I was wrong about the transcript last week. I felt bad. I had to fix it. I had to learn from the mistake. Many contractors do not learn from mistakes. They use the mistake to make more money. They call the mistake a “surprise.” They call the mistake “unforeseen conditions.”

“The house is a physical object. The house does not change. The pipes stay where they are. The wires stay where they are. If a contractor does not see them, it is because the contractor did not look.”

You should ask questions. You should ask to see the plan. You should ask about the joists. You should ask about the subfloor. If the contractor says “we will figure it out as we go,” you should run. “Figuring it out as we go” is code for “I will charge you more later.”

You deserve a kitchen that costs what you were told it would cost. You deserve a bathroom that does not require seven signatures. You deserve a professional who looks behind the wall before they break the wall.

My boss was right about the transcript. I was wrong. I apologized. I fixed the words. I made the transcript perfect. That is what a professional does. They find the error. They fix the error. They do not charge the client for their own lack of focus.
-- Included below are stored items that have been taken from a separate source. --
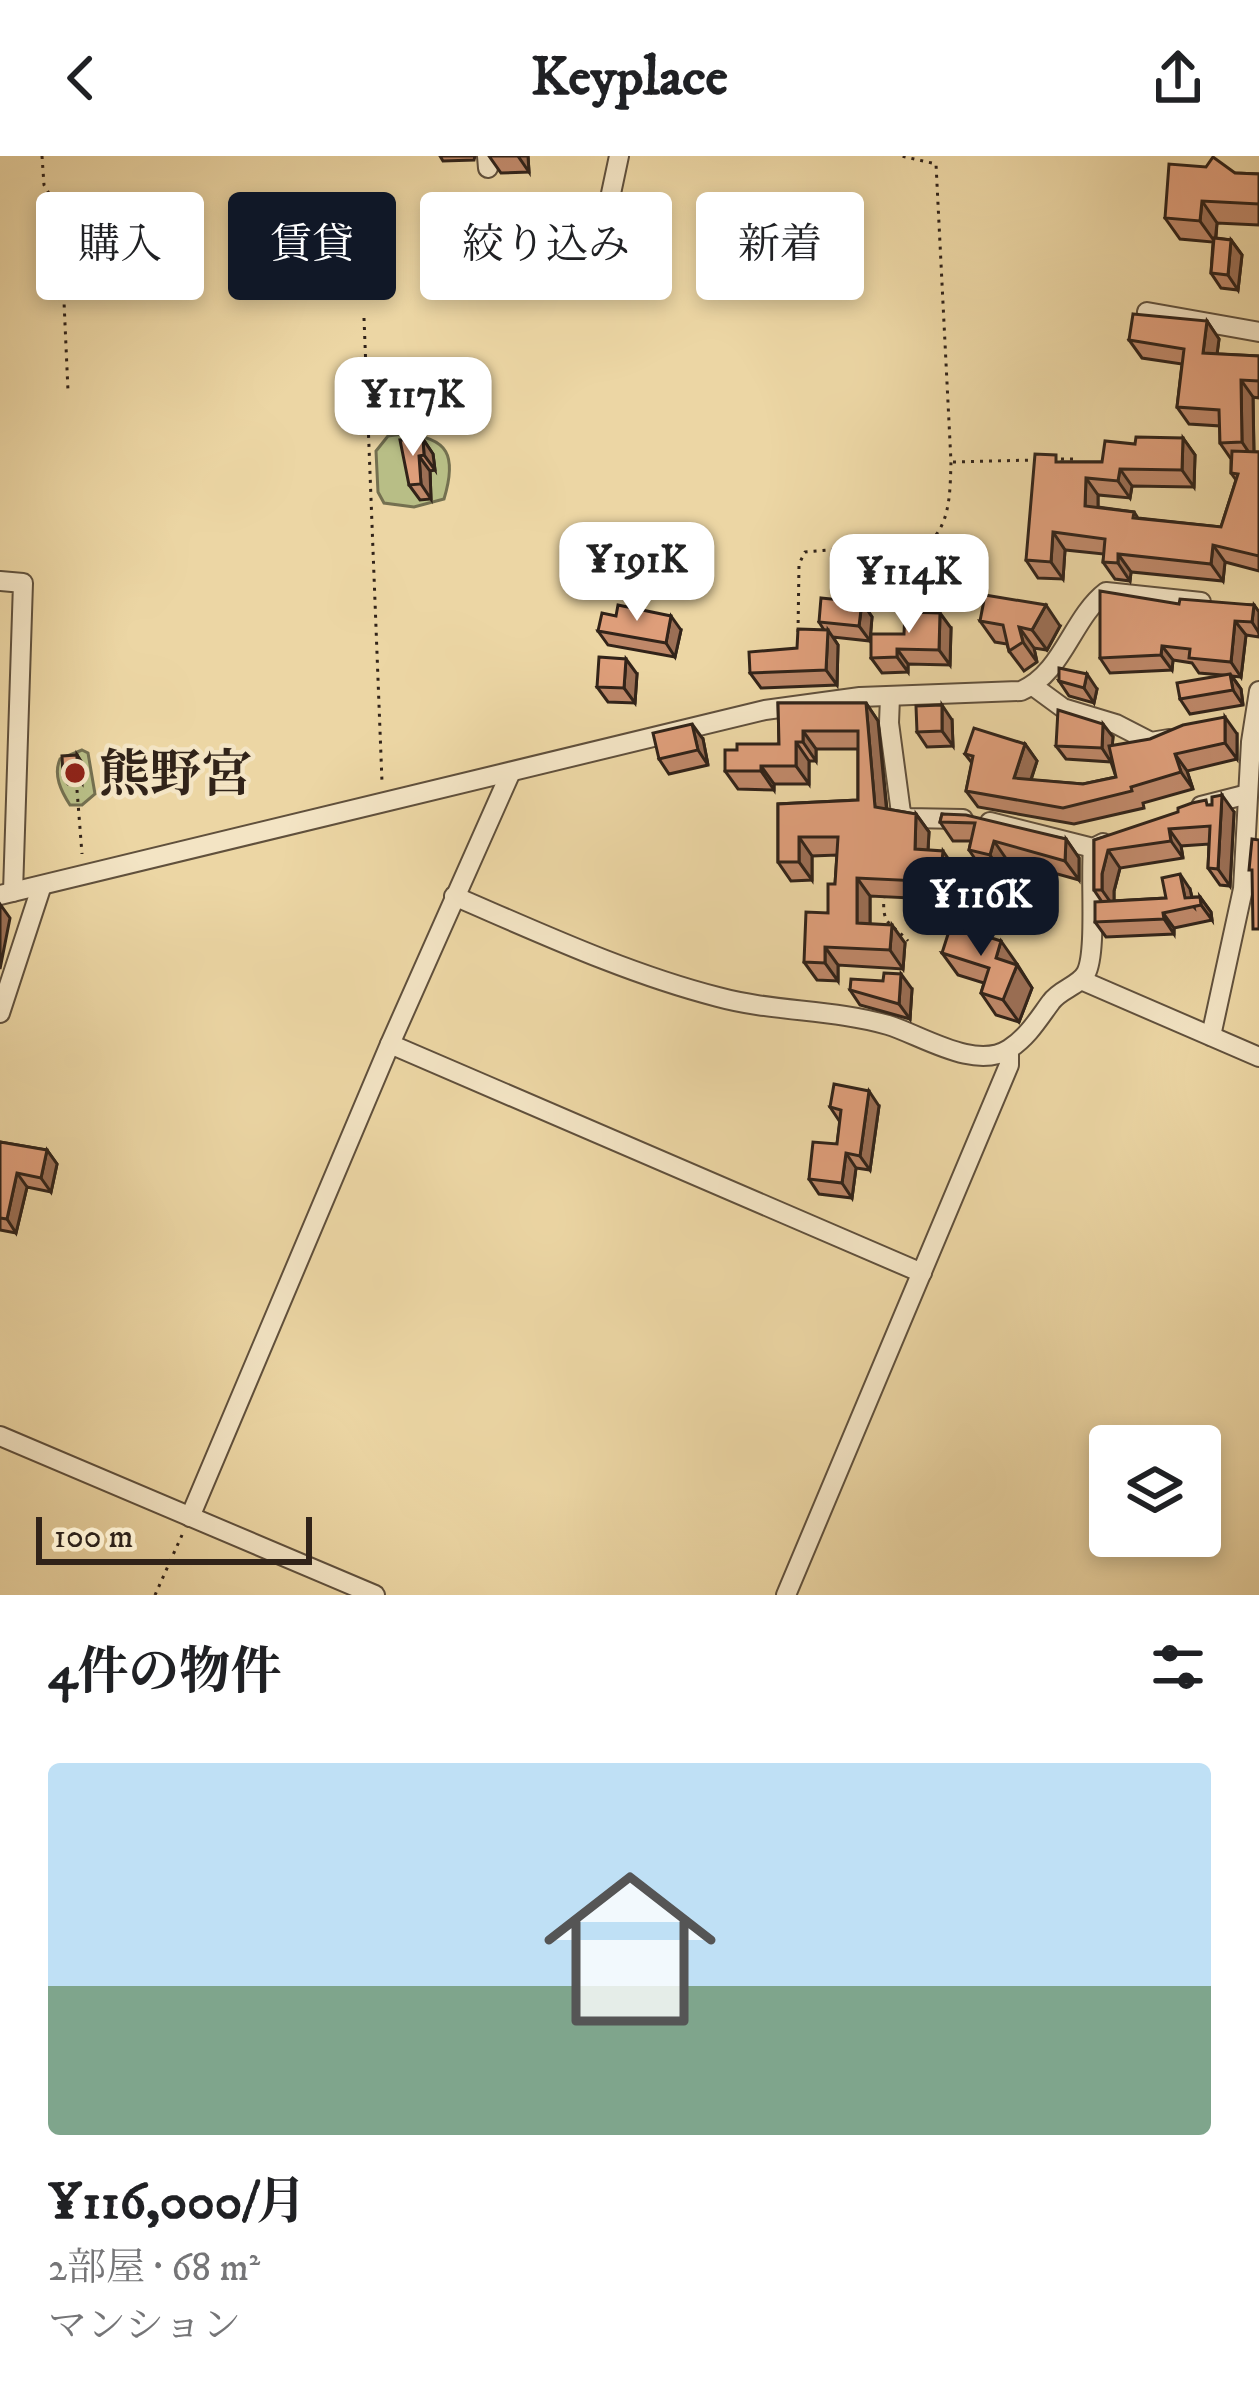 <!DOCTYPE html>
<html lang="ja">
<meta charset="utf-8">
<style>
:root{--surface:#fff;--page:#f2f2f2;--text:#202124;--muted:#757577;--line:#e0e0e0;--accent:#111827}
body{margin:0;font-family:"IM FELL DW Pica","Noto Serif JP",serif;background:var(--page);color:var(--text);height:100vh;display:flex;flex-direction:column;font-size:45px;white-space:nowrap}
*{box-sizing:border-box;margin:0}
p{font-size:39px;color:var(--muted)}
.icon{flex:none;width:66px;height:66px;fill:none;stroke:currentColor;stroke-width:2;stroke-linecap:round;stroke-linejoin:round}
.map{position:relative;height:1439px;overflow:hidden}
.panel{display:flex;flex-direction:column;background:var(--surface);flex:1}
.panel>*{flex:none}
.hud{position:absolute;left:36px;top:36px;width:1188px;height:108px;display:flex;gap:24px}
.controls{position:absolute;left:1089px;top:1269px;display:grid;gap:24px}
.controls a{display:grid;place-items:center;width:132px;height:132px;border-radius:12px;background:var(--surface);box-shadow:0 6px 18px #0003;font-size:60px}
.scale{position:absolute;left:36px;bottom:30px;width:276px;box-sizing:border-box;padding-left:12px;border:6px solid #312319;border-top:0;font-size:33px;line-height:42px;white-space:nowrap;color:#312319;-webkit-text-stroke:9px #f3e4c4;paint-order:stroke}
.price{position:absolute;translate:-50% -102px;padding:0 27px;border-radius:24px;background:#fff;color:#222;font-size:39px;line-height:78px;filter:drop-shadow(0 3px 6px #0008)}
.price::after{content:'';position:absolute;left:50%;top:72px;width:36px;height:27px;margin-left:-18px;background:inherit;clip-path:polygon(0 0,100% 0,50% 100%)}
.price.on{background:var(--accent);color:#fff}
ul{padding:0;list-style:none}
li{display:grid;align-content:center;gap:24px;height:636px;padding:0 48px}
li+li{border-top:3px solid var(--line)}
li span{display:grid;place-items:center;height:372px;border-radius:12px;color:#555}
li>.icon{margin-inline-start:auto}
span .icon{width:216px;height:216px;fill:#fffc;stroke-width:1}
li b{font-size:51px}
h2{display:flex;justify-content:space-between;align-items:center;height:144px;padding:0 48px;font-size:51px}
.tag{padding:0 42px;border-radius:12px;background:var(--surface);box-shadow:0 6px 18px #0003;font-size:42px;line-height:108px}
.tag.on{background:var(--accent);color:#fff}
header{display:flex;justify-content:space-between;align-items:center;height:156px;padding:0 48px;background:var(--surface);font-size:54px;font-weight:700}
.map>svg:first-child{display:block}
.green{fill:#b8be86;stroke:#747050;stroke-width:3}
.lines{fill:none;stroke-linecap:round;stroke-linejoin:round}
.street-casing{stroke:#60503c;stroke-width:22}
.path{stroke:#312319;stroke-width:3;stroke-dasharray:3 6;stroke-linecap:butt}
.street{stroke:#f3e4c4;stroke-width:18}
.wall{fill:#bf8869;stroke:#312319;stroke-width:3}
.shaded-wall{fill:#9b6f55;stroke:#312319;stroke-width:3}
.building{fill:#de9e7a;stroke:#312319;stroke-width:3}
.poi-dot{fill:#8f2418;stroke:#f3e4c4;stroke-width:4.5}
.labels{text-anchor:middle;stroke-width:9;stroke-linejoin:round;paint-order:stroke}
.poi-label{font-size:51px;font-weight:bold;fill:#312319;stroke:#f3e4c4;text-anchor:start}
</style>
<header><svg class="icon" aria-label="back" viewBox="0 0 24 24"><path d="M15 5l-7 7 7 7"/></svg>Keyplace<svg class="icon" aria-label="share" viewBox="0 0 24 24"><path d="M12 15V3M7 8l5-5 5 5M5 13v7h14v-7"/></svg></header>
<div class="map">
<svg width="1259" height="1439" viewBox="0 0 1259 1439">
<rect width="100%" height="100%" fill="#ecd6a4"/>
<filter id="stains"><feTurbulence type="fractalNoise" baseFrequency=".00167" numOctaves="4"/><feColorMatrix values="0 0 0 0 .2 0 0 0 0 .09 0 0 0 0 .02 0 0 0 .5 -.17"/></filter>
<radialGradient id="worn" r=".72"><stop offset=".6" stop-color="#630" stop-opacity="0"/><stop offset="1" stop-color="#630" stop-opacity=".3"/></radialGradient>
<!-- green -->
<g class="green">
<path d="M403,278C449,281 457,300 444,343L414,351L384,347L378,336L376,295L388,280Z"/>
<path d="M82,594L88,597L95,638L82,649H70C61,635 53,619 60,603Z"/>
</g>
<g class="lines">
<defs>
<g id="street">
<path d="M487,0L488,12"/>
<path d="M596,108L619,0"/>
<path d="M1147,156L1259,176"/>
<path d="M0,425L23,427L13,736"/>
<path d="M1033,530L1063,552L1116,568L1151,586L1169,583"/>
<path d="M890,541L889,567L901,657L907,662L963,663"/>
<path d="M1201,650L1248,638"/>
<path d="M990,666L1093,692L1103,687"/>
<path d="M0,739L765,554L860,541L1021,535C1063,517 1072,462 1106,436L1201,446"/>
<path d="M454,740C540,777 628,818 718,841C773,856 833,853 888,869C921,879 975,915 1009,893C1028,881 1039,862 1051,846C1060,833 1079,830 1086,817C1097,797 1090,721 1093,692"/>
<path d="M1081,824L1259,901"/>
<path d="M0,857L41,732"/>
<path d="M1211,880L1243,733L1251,586L1259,535"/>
<path d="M390,888L922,1117"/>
<path d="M0,1280L375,1439"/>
<path d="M190,1361L390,888L510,618"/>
<path d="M786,1439L1009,909V894"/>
</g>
</defs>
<!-- street casing -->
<use href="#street" class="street-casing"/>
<!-- path -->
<g class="path">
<path d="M42,0L44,29L60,56L68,235"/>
<path d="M364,162L382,626"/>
<path d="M1061,303H1075"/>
<path d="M953,306L1033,304"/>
<path d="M798,476L799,408L805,396L929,386C951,368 950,333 951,306L936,8L901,0"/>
<path d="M77,634L82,698"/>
<path d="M884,739C882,771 889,764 908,785"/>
<path d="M155,1439L182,1379"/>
</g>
<!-- street -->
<use href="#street" class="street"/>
</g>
<!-- wall -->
<g class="wall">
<path d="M440,0H475L474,4L443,5Z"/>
<path d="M489,0H528L529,16L501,17Z"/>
<path d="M1235,17L1259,18V69L1217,67L1216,82L1231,84L1242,99L1238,134L1221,132L1211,117L1213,86L1180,83L1165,62Z"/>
<path d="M1207,165L1219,183L1217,198L1259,200V242L1253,241L1254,296H1259V415L1225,406L1223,425L1131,416L1130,425L1115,423L1103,406L1104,398L1065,394L1063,423L1038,422L1026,404L1061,306H1102L1135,288L1183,282L1195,299L1194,331L1132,330L1130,342L1098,339V351L1134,356L1138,362L1221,371L1236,324L1231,317V303L1220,287V270L1189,268L1177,251L1182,208L1142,202L1129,184Z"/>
<path d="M423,283L433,298L435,314L430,315L431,343L420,344L409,329Z"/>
<path d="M862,446L872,461L870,485L833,481L838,489L837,529L761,532L750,517L797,492L824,474L819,466Z"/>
<path d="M1179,448L1254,449L1259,456V481L1246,479L1241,521L1232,520L1241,533L1243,549L1190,558L1180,543L1223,519L1199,517L1192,507L1173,504L1172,514L1110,517L1100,502Z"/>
<path d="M980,465L1060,470L1047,494L1034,492L1037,506L1024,515L1009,495L1007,488L995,486Z"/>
<path d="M951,472L950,509L908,508V516L882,517L871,502L904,478Z"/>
<path d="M681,474L675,501L608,489L598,475Z"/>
<path d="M637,518L635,547L608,546L597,531Z"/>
<path d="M1059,525L1097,533L1094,547L1069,540Z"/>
<path d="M778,547H866L878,565L887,653L916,658L929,676L928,694L956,714L953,744L870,740V768L905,787L903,813L838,809V825L817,824L804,806L828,757L835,728L837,699L812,700V724L791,725L778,706V648L858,644V593H816V605H809V628H774V634L738,633L725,615L737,594L779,588Z"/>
<path d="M952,564L953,590L927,591L917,576Z"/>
<path d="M1237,578V603L1187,615L1193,633L1143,647L1144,652L1074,668L978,651L966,635L972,607L965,598L1025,588L1037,605L1031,624L1083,628L1116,621L1111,606L1066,603L1056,590L1113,581L1112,590Z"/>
<path d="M703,583L708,609L669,618L659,603Z"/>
<path d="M77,599L82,607V627L68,628L63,620Z"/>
<path d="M1210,649L1234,656L1230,730L1220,729L1208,712L1209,688L1181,690L1183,702L1120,712L1114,735V745L1166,742L1190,733L1192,741H1200L1211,756L1212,764L1174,772V778L1106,781L1095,766L1102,746L1094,734V684Z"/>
<path d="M942,658L1066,683L1079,702V724L1007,704L1003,718L982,713L969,694L971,685H953L940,666Z"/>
<path d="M942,797L1017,808L1032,832L1019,866L996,859L981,837L984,827L958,819Z"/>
<path d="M912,833L910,863L860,849L850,834Z"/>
<path d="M879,950L870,1014L856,1012L852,1042L819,1038L809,1023L837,988L840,966L830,951Z"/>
<path d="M0,986L47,994L57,1008L51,1036L27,1031L16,1077L0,1074Z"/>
</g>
<!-- shaded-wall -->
<g class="shaded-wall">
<path d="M518,0H528L529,16Z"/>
<path d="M1202,45L1217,67L1215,86L1200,65Z"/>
<path d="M1231,84L1242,99L1238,134L1228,119Z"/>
<path d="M1207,165L1219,183L1215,214L1203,197Z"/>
<path d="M1241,224L1253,241L1254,304L1242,286Z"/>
<path d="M1183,282L1195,299L1194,331L1182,314Z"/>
<path d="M423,283L433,298L435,314L424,299Z"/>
<path d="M419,300L430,315L431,343L421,328Z"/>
<path d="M1120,313L1132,330L1130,342L1118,325Z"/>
<path d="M1086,322L1098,339V367L1085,350Z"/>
<path d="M1053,376L1065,394L1063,423L1051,406Z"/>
<path d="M1213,389L1225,406L1223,425L1211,408Z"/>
<path d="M1118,398L1131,416L1130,425L1118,407Z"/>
<path d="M862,446L872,461L870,485L859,470Z"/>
<path d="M1046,449L1060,470L1047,494L1032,474Z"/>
<path d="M1254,449L1259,456V477L1252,466Z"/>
<path d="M940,457L951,472L950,509L939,494Z"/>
<path d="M671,460L681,474L675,501L666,487Z"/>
<path d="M1235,465L1246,479L1241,521L1231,506Z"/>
<path d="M1019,471L1034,492L1037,506L1023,486Z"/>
<path d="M828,474L838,489L837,529L826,514Z"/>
<path d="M1162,490L1173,504L1172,514L1161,499Z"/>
<path d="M897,493L908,508V516L897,501Z"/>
<path d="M626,503L637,518L635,547L624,532Z"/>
<path d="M1087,518L1097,533L1094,547L1084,532Z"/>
<path d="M1230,518L1241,533L1243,549L1233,534Z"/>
<path d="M866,547L878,565L888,669L875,651Z"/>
<path d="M942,549L952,564L953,590L942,575Z"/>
<path d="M1225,561L1237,578V603L1225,587Z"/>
<path d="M692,568L703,583L708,609L698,594Z"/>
<path d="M1103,568L1113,581L1111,606L1102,592Z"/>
<path d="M803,575L816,593V605L803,586Z"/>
<path d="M796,586L809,605V628L796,610Z"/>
<path d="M1025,588L1037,605L1026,638L1014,622Z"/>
<path d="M1175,598L1187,615L1193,633L1181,616Z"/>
<path d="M77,599L82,607V627L77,620Z"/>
<path d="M761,610L774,628V634L761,615Z"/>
<path d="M1222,639L1234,656L1230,730L1218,713Z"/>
<path d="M916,658L929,676L927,711L915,693Z"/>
<path d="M1169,673L1181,690L1183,702L1171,685Z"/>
<path d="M799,681L812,700V724L799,706Z"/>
<path d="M1066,683L1079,702V724L1065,705Z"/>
<path d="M994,685L1007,704L1003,718L990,699Z"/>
<path d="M1108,694L1120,712L1114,735V751L1102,734V718Z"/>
<path d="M943,695L956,714L953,744L940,726Z"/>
<path d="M1180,718L1190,733L1194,751L1185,742Z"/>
<path d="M857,722L870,740V786L857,767Z"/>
<path d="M1200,741L1211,756L1212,764L1201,749Z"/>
<path d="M0,748L10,762L0,813Z"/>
<path d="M1163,757L1174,772V778L1164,763Z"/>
<path d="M892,769L905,787L903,813L890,794Z"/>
<path d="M1001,785L1017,808L1014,817L1017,809L1032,832L1019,866L1003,844L996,802Z"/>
<path d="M825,791L838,809V825L825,807Z"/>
<path d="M901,818L912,833L910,863L899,848Z"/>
<path d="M869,935L879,950L870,1014L860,1000Z"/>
<path d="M47,994L57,1008L51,1036L41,1022Z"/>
<path d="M846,997L856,1012L852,1042L842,1027Z"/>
<path d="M17,1017L27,1031L16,1077L7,1063Z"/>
</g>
<!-- building -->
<g class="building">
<path d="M1213,1L1235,17L1259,18V48L1202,45L1200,65L1165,62L1169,8L1206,11Z"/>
<path d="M1214,82L1231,84L1228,119L1211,117Z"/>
<path d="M1133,158L1207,165L1203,197L1259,200V225L1241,224L1242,286L1220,287L1219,254L1177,251L1184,193L1129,184Z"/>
<path d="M1136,281L1183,282L1182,314L1120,313L1118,325L1086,322L1085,350L1134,356L1133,362L1221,371L1238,318L1231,317L1232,295L1259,296V400L1213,389L1211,408L1118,398V407L1103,406L1105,383L1053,376L1051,406L1026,404L1035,298L1056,299V306H1102L1105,285L1135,288Z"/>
<path d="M423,283L424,299L419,300L421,328L409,329L400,284Z"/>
<path d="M1100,435L1179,448L1180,443L1254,449L1252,466L1235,465L1231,506L1189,502L1190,493L1162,490L1161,499L1100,502Z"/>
<path d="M985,439L1046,449L1032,474L1019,471L1023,486L1009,495L1003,469L980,465Z"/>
<path d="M821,442L862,446L859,470L819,466Z"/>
<path d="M618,449L671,460L666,487L598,475L602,457L616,460Z"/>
<path d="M905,456L940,457L939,494L897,493V501L871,502V478H904Z"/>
<path d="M798,473L828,474L826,514L750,517L749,496L797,492Z"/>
<path d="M599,501L626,503L624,532L597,531Z"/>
<path d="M1059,512L1087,518L1084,532L1059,525Z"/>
<path d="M1230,518L1233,534L1180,543L1177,527Z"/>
<path d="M778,547H866L875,651L916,658L915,693L943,695L940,726L857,722V767L892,769L890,794L825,791V807L804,806L806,756L828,757V728H835L838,681H799V706H778V648L858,644V575H803V586H796V610H761V615H725V594H737V588H779Z"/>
<path d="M942,549V575L917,576L916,550Z"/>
<path d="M1058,554L1103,568L1102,592L1056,590Z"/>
<path d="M1225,561V587L1175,598L1181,616L1131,631L1132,635L1063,652L966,635L973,600L965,598L974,572L1025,588L1014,622L1083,628L1116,621L1109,590L1150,583L1183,569Z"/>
<path d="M692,568L698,594L659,603L653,577Z"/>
<path d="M77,599V620H63L62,600Z"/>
<path d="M1222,639L1218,713L1208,712L1210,670L1169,673L1171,685L1108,694L1102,718V734H1094V684L1178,656V652L1192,647L1206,644L1207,649H1212V641Z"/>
<path d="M942,658L966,659L1066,683L1065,705L994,685L990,699L969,694L975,667L940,666Z"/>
<path d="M1252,683L1259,684V773H1253L1252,714H1249Z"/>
<path d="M1180,718L1185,742L1200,741L1201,749L1163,757L1164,763L1095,766V746L1166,742L1162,722Z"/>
<path d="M951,769L1001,785L996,802L1017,809L1003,844L981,837L989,812L942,797Z"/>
<path d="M884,817L901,818L899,848L850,834L851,823L883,825Z"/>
<path d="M834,928L869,935L860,1000L846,997L842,1027L809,1023L813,986L837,988L841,954L830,951Z"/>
<path d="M0,986L47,994L41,1022L17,1017L7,1063L0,1062Z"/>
</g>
<!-- markers -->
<circle class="poi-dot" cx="75" cy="617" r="12"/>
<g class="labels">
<!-- poi labels -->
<g class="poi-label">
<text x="99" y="635">熊野宮</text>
</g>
</g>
<rect width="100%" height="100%" filter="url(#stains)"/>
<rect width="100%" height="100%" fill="url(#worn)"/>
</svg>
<div class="controls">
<a><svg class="icon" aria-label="layers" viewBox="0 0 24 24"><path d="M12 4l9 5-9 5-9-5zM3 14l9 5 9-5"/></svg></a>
</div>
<div class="scale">100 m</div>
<b class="price" style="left:413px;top:303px">¥117K</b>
<b class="price" style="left:637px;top:468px">¥191K</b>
<b class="price" style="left:909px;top:480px">¥114K</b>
<b class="price on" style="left:981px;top:803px">¥116K</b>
<div class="hud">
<a class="tag">購入</a>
<a class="tag on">賃貸</a>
<a class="tag">絞り込み</a>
<a class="tag">新着</a>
</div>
</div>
<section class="panel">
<h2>4件の物件<svg class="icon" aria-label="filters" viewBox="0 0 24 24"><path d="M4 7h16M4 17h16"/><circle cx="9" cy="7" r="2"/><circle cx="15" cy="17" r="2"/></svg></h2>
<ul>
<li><span style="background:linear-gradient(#bfe0f5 60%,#7fa58c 0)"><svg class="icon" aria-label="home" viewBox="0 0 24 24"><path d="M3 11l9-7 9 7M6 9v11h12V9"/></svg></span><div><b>¥116,000/月</b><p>2部屋 · 68 m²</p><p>マンション</p></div></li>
</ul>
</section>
Your house is not a series of surprises. Your house is a structure. A structure can be understood. A structure can be planned. Do not sign the clipboard in the cold air. Do not let the change order become the product. The product is the house. The price should be the price.

Take the Pen Back

Ask Mike why he did not see the wire. Ask Mike why you are paying for his mistake. Then find a team that plans the work before they start the truck.

Demand Truth in Planning

The remodel is a big project. The remodel is your life. Your life should not be a series of four thousand dollar surprises. You should know the end before you begin the start. This is the only way to build a home. It is the only way to keep your money. It is the only way to be sure.